Data to examine —
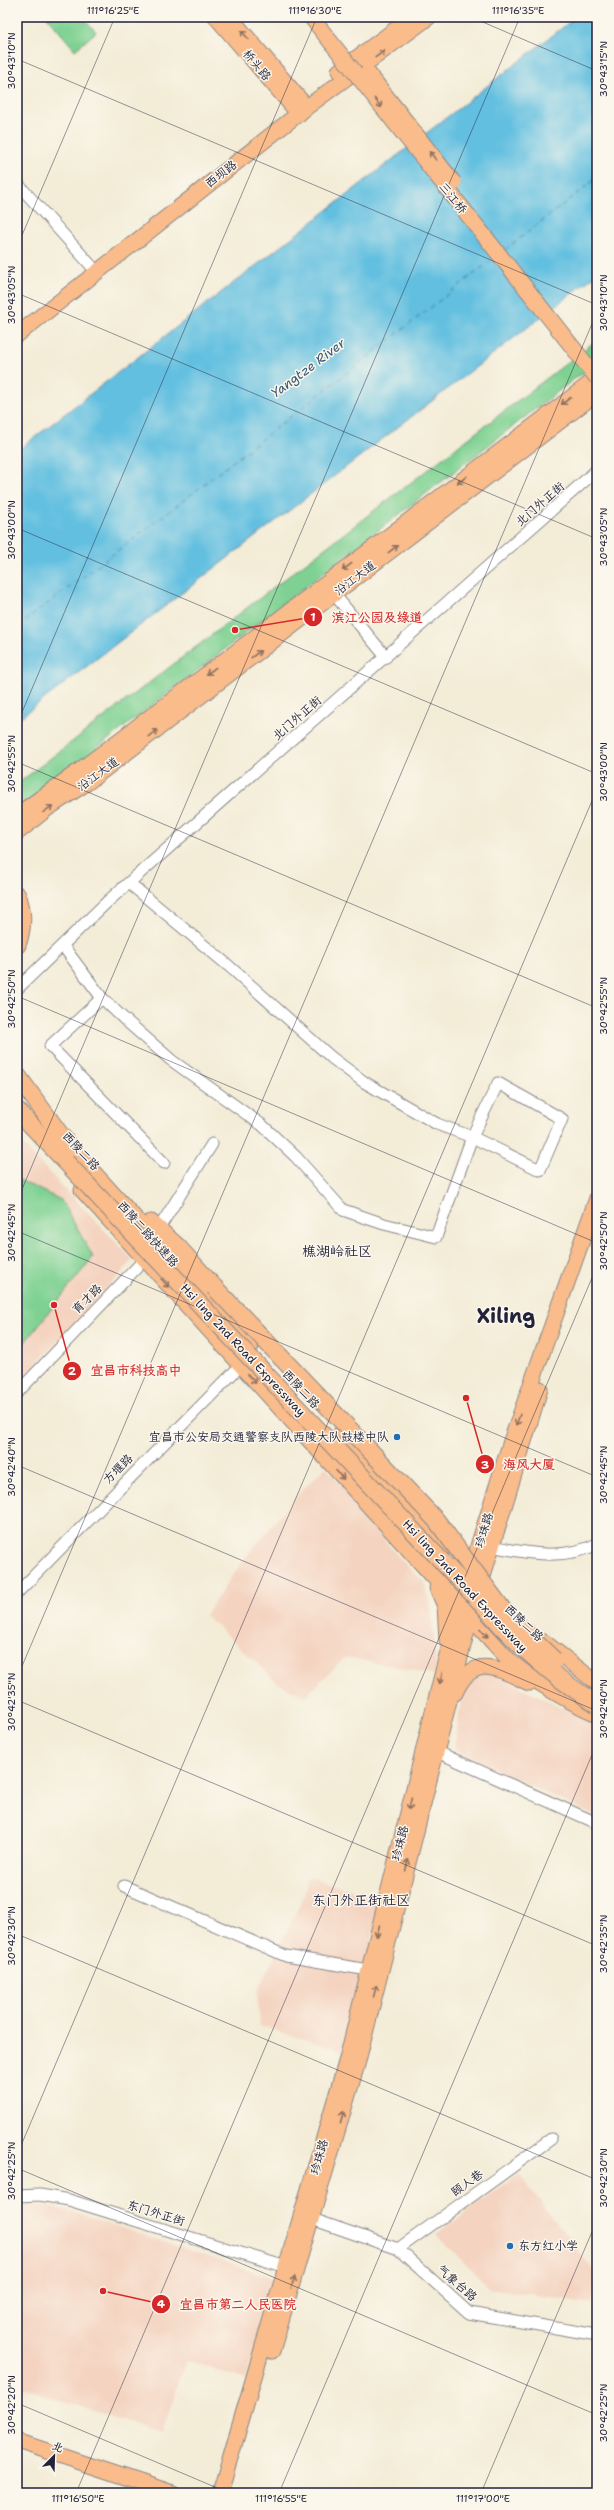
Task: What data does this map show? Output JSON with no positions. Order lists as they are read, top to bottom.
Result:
{
  "streets": {
    "highway": ["西陵二路快速路", "Hsi ling 2nd Road Expressway"],
    "main road": [
      "桥头路",
      "西坝路",
      "三江桥",
      "沿江大道",
      "西陵二路",
      "珍珠路"
    ],
    "street": [
      "北门外正街",
      "育才路",
      "方堰路",
      "颐人巷",
      "东门外正街",
      "气象台路"
    ]
  },
  "crossings": [
    ["桥头路", "西坝路"],
    ["三江桥", "沿江大道"],
    ["西陵二路", "珍珠路"],
    ["西陵二路快速路", "Hsi ling 2nd Road Expressway"],
    ["珍珠路", "东门外正街"],
    ["珍珠路", "气象台路"],
    ["颐人巷", "气象台路"]
  ],
  "districts": ["樵湖岭社区", "Xiling", "东门外正街社区"],
  "water": ["Yangtze River"],
  "places": [
    "滨江公园及绿道",
    "宜昌市科技高中",
    "海风大厦",
    "宜昌市公安局交通警察支队西陵大队鼓楼中队",
    "东方红小学",
    "宜昌市第二人民医院"
  ],
  "north": "top right",
  "coordinates": [
    "111°16'25\"E",
    "111°16'30\"E",
    "111°16'35\"E",
    "30°43'10\"N",
    "30°43'15\"N",
    "30°43'05\"N",
    "30°43'00\"N",
    "30°42'55\"N",
    "30°42'50\"N",
    "30°42'45\"N",
    "30°42'40\"N",
    "30°42'35\"N",
    "30°42'30\"N",
    "30°42'25\"N",
    "30°42'20\"N",
    "111°16'50\"E",
    "111°16'55\"E",
    "111°17'00\"E"
  ]
}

Work instruction — The data above are to be repeated word for word, with any pictures left out.

Solution for this problem —
Task: What data does this map show? Output JSON with no positions. Order lists as they are read, top to bottom.
Result:
{
  "streets": {
    "highway": ["西陵二路快速路", "Hsi ling 2nd Road Expressway"],
    "main road": [
      "桥头路",
      "西坝路",
      "三江桥",
      "沿江大道",
      "西陵二路",
      "珍珠路"
    ],
    "street": [
      "北门外正街",
      "育才路",
      "方堰路",
      "颐人巷",
      "东门外正街",
      "气象台路"
    ]
  },
  "crossings": [
    ["桥头路", "西坝路"],
    ["三江桥", "沿江大道"],
    ["西陵二路", "珍珠路"],
    ["西陵二路快速路", "Hsi ling 2nd Road Expressway"],
    ["珍珠路", "东门外正街"],
    ["珍珠路", "气象台路"],
    ["颐人巷", "气象台路"]
  ],
  "districts": ["樵湖岭社区", "Xiling", "东门外正街社区"],
  "water": ["Yangtze River"],
  "places": [
    "滨江公园及绿道",
    "宜昌市科技高中",
    "海风大厦",
    "宜昌市公安局交通警察支队西陵大队鼓楼中队",
    "东方红小学",
    "宜昌市第二人民医院"
  ],
  "north": "top right",
  "coordinates": [
    "111°16'25\"E",
    "111°16'30\"E",
    "111°16'35\"E",
    "30°43'10\"N",
    "30°43'15\"N",
    "30°43'05\"N",
    "30°43'00\"N",
    "30°42'55\"N",
    "30°42'50\"N",
    "30°42'45\"N",
    "30°42'40\"N",
    "30°42'35\"N",
    "30°42'30\"N",
    "30°42'25\"N",
    "30°42'20\"N",
    "111°16'50\"E",
    "111°16'55\"E",
    "111°17'00\"E"
  ]
}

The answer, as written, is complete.